L’utilisation de ce tambour semble à la fois officialiser le bon accomplissement de l’acte, informer les villageois et notifier au dieu la donation. Cette information sonore communiquée aux divinités en arrivant dans un temple et/ou après une offrande s’effectue aujourd’hui encore à l’aide de cloches à battant interne dans les temples hindouistes. Le texte ne dit pas s’il s’agissait d’un tambour porté et joué seul par K.V. Travāṅ Vrāhmaṇa ou s’il était installé sur un portant mobile. En regard de l’iconographie et de l’ethnographie, ces deux scénarii sont plausibles.

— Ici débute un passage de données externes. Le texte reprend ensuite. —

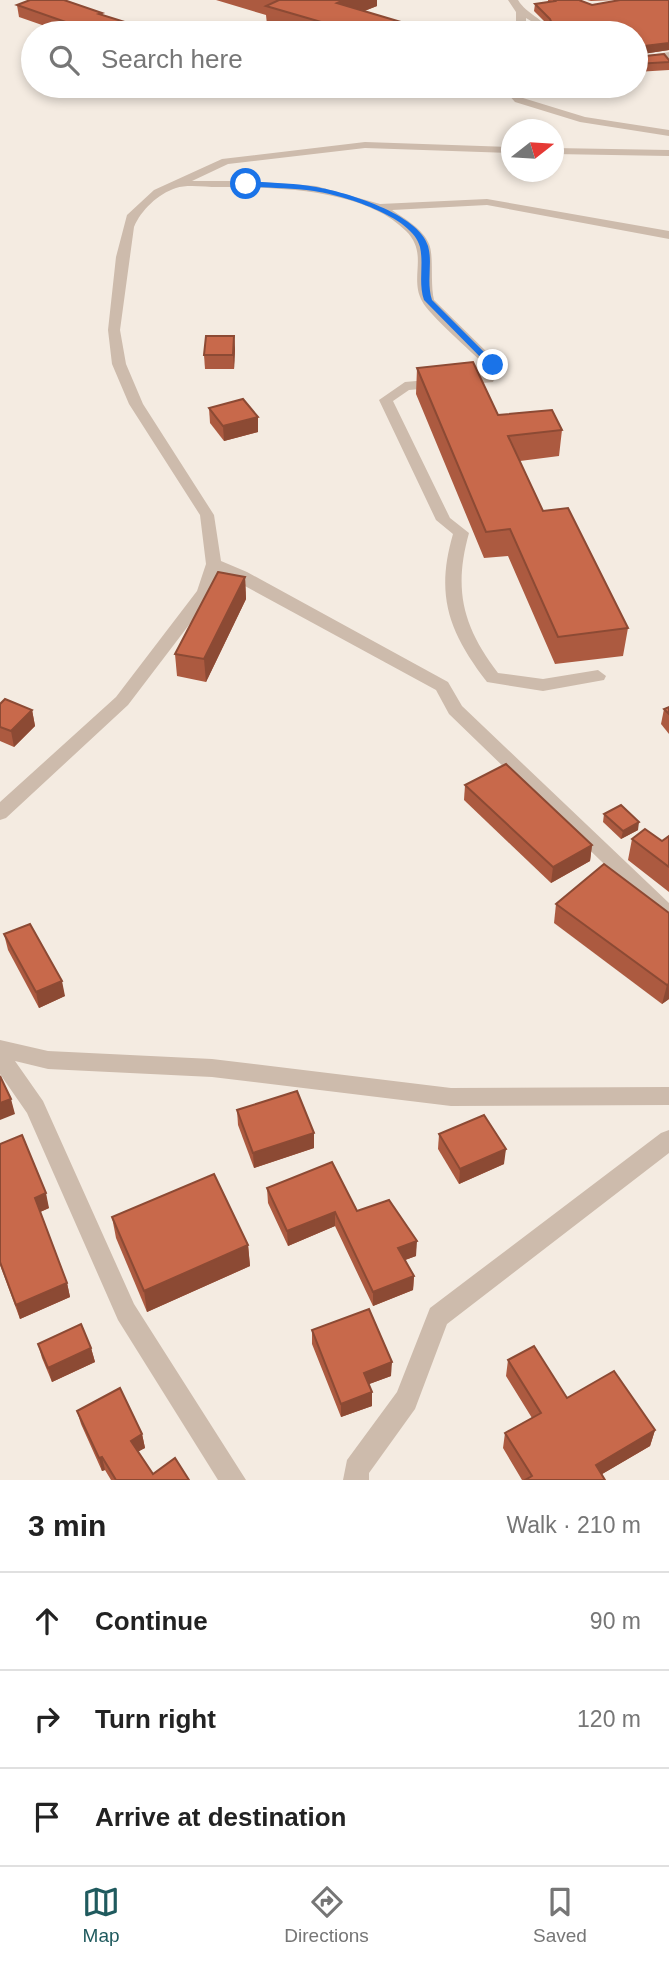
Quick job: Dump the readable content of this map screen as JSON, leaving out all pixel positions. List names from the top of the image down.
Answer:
{
  "north": "right",
  "page": {
    "search": "Search here",
    "heading": ["3 min", "Walk · 210 m"],
    "list": [
      ["Continue", "90 m"],
      ["Turn right", "120 m"],
      "Arrive at destination"
    ],
    "nav": ["Map", "Directions", "Saved"]
  }
}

* Cœdès G. & Dupont P. - BEFEO XXXVII, p.406-34.


La stèle de Kôk Svày Ček

Cette stèle (K. 754)* tardive (1308 EC) est rédigée en pāli. Elle correspond à la période d’émergence du bouddhisme theravāda au Cambodge. Le terme sgar figure dans une liste de donations pour le fonctionnement du culte rendu au Bouddha. Elle fait mention de villages, de rizières, de terrains, de serviteurs affectés à diverses tâches, d’animaux domestiques. On peut également noter au passage deux conques blanches (saṅkha sukla) et une demi-conque en bronze (arddhasaṅkha saṃrit), conques à souffler et/ou à ondoiement. La liste continue par l’énumération d’objets divers pour se terminer par un tambour sgar et un tāla chanda. Nous sommes ici temporellement dans une nouvelle ère. Il n’est aucunement fait référence à des danseuses, des chanteurs ou des instrumentistes. Le chroniqueur chinois Tcheou-Ta-Kouan nous le dit clairement dans son texte de 1296, contemporain de cette stèle : « (Dans les temples bouddhiques)** il n’y a ni cloche, ni tambour, ni cymbales. » Cette assertion est peut-être à interpréter par opposition aux pratiques encore en vigueur à cette époque dans les temples hindouistes où les instruments de musique sont au cœur du rituel. On peut tout à fait supposer que ce sgar servît les besoins de communication externe de la communauté bouddhique, bonzes et laïques. Si l’on se réfère à la prééminence de ce type de tambour aujourd’hui encore dans l’ensemble des pagodes bouddhiques d’Asie du Sud-Est, cette assertion est vraisemblable.
Quant au terme tāla chanda, il n’est pas traduit par G. Cœdès. tāla est un terme qui définit, selon le dictionnaire sanskrit de Gérard Huet, le « fait de frapper dans ses mains, de battre la mesure » ; il désigne également l’objet sonore « cymbale ». Quant à chanda, il se rapporte, toujours, selon Gérard Huet, à une « hymne védique », un « mètre » ou encore à l’“harmonie rythmique”. Dans le présent, tāla chanda pourrait désigner une paire de crotales destinées à souligner rythmiquement la scansion des hymnes. Les crotales sont l’instrument le plus représenté dans toute l’iconographie musicale khmère, référent rythmique par excellence, et continuent de l’être dans le Cambodge contemporain.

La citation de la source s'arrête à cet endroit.